(Dataset excerpts)
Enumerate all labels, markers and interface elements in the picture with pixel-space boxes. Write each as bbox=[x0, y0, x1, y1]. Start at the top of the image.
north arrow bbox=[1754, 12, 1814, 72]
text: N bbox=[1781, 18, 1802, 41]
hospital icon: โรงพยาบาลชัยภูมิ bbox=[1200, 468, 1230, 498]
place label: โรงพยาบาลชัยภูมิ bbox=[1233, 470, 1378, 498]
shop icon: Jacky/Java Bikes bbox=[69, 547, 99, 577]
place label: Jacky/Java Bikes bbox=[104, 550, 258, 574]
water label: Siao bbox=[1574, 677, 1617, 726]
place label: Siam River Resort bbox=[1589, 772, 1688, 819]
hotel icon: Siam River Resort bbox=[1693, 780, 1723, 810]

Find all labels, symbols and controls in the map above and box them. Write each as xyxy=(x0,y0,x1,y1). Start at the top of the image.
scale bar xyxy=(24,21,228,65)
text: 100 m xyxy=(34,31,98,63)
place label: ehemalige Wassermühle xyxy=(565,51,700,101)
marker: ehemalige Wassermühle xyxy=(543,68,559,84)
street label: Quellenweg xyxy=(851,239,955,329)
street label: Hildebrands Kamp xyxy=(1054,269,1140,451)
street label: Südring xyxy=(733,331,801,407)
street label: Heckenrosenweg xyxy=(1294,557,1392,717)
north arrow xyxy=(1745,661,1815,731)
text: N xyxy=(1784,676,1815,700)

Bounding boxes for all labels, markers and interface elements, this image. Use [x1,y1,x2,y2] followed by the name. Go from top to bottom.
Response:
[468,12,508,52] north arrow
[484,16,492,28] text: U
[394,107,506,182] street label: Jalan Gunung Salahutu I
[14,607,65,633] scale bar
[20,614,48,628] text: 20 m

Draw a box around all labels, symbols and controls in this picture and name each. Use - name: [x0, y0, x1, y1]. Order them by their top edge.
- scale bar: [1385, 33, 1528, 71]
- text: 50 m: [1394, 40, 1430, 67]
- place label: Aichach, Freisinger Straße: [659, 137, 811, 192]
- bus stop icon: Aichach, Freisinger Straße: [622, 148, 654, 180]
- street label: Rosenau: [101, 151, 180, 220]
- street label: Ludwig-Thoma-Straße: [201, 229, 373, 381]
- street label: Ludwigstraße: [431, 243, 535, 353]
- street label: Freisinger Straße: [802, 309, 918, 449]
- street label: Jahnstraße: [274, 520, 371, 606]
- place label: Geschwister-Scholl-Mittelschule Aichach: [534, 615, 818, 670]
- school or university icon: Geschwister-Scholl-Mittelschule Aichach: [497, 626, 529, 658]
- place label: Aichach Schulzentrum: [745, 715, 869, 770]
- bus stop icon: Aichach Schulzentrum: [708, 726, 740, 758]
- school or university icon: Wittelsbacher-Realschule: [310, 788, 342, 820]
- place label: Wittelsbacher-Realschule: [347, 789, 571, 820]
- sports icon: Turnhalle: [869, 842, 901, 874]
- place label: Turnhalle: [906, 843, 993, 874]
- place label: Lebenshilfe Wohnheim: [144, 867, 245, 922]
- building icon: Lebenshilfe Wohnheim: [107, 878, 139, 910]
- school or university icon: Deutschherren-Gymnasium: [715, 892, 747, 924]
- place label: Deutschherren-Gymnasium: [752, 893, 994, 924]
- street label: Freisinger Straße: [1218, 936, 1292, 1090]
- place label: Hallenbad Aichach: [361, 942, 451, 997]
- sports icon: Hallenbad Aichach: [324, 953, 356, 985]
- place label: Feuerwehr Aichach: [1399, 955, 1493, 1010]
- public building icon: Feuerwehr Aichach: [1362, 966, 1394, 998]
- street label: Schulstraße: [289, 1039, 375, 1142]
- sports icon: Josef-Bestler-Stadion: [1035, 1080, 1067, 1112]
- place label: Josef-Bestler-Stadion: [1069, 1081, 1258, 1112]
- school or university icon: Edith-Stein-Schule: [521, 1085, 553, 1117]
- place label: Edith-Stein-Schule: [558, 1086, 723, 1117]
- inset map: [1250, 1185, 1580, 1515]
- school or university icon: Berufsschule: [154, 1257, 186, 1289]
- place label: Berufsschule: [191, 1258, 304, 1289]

* _EXERCISE AIM_: Having read the entries above, set each one down again exactly.

* _RESPONSE_:
Enumerate all labels, markers and interface elements in the picture with pixel-space boxes. Write each as bbox=[x0, y0, x1, y1]. Start at the top of the image.
north arrow bbox=[1754, 12, 1814, 72]
text: N bbox=[1781, 18, 1802, 41]
hospital icon: โรงพยาบาลชัยภูมิ bbox=[1200, 468, 1230, 498]
place label: โรงพยาบาลชัยภูมิ bbox=[1233, 470, 1378, 498]
shop icon: Jacky/Java Bikes bbox=[69, 547, 99, 577]
place label: Jacky/Java Bikes bbox=[104, 550, 258, 574]
water label: Siao bbox=[1574, 677, 1617, 726]
place label: Siam River Resort bbox=[1589, 772, 1688, 819]
hotel icon: Siam River Resort bbox=[1693, 780, 1723, 810]

Find all labels, symbols and controls in the map above and box them. Write each as xyxy=(x0,y0,x1,y1). Start at the top of the image.
scale bar xyxy=(24,21,228,65)
text: 100 m xyxy=(34,31,98,63)
place label: ehemalige Wassermühle xyxy=(565,51,700,101)
marker: ehemalige Wassermühle xyxy=(543,68,559,84)
street label: Quellenweg xyxy=(851,239,955,329)
street label: Hildebrands Kamp xyxy=(1054,269,1140,451)
street label: Südring xyxy=(733,331,801,407)
street label: Heckenrosenweg xyxy=(1294,557,1392,717)
north arrow xyxy=(1745,661,1815,731)
text: N xyxy=(1784,676,1815,700)

Bounding boxes for all labels, markers and interface elements, this image. Use [x1,y1,x2,y2] followed by the name. Go from top to bottom.
Response:
[468,12,508,52] north arrow
[484,16,492,28] text: U
[394,107,506,182] street label: Jalan Gunung Salahutu I
[14,607,65,633] scale bar
[20,614,48,628] text: 20 m

Draw a box around all labels, symbols and controls in this picture and name each. Use - name: [x0, y0, x1, y1]. Order them by their top edge.
- scale bar: [1385, 33, 1528, 71]
- text: 50 m: [1394, 40, 1430, 67]
- place label: Aichach, Freisinger Straße: [659, 137, 811, 192]
- bus stop icon: Aichach, Freisinger Straße: [622, 148, 654, 180]
- street label: Rosenau: [101, 151, 180, 220]
- street label: Ludwig-Thoma-Straße: [201, 229, 373, 381]
- street label: Ludwigstraße: [431, 243, 535, 353]
- street label: Freisinger Straße: [802, 309, 918, 449]
- street label: Jahnstraße: [274, 520, 371, 606]
- place label: Geschwister-Scholl-Mittelschule Aichach: [534, 615, 818, 670]
- school or university icon: Geschwister-Scholl-Mittelschule Aichach: [497, 626, 529, 658]
- place label: Aichach Schulzentrum: [745, 715, 869, 770]
- bus stop icon: Aichach Schulzentrum: [708, 726, 740, 758]
- school or university icon: Wittelsbacher-Realschule: [310, 788, 342, 820]
- place label: Wittelsbacher-Realschule: [347, 789, 571, 820]
- sports icon: Turnhalle: [869, 842, 901, 874]
- place label: Turnhalle: [906, 843, 993, 874]
- place label: Lebenshilfe Wohnheim: [144, 867, 245, 922]
- building icon: Lebenshilfe Wohnheim: [107, 878, 139, 910]
- school or university icon: Deutschherren-Gymnasium: [715, 892, 747, 924]
- place label: Deutschherren-Gymnasium: [752, 893, 994, 924]
- street label: Freisinger Straße: [1218, 936, 1292, 1090]
- place label: Hallenbad Aichach: [361, 942, 451, 997]
- sports icon: Hallenbad Aichach: [324, 953, 356, 985]
- place label: Feuerwehr Aichach: [1399, 955, 1493, 1010]
- public building icon: Feuerwehr Aichach: [1362, 966, 1394, 998]
- street label: Schulstraße: [289, 1039, 375, 1142]
- sports icon: Josef-Bestler-Stadion: [1035, 1080, 1067, 1112]
- place label: Josef-Bestler-Stadion: [1069, 1081, 1258, 1112]
- school or university icon: Edith-Stein-Schule: [521, 1085, 553, 1117]
- place label: Edith-Stein-Schule: [558, 1086, 723, 1117]
- inset map: [1250, 1185, 1580, 1515]
- school or university icon: Berufsschule: [154, 1257, 186, 1289]
- place label: Berufsschule: [191, 1258, 304, 1289]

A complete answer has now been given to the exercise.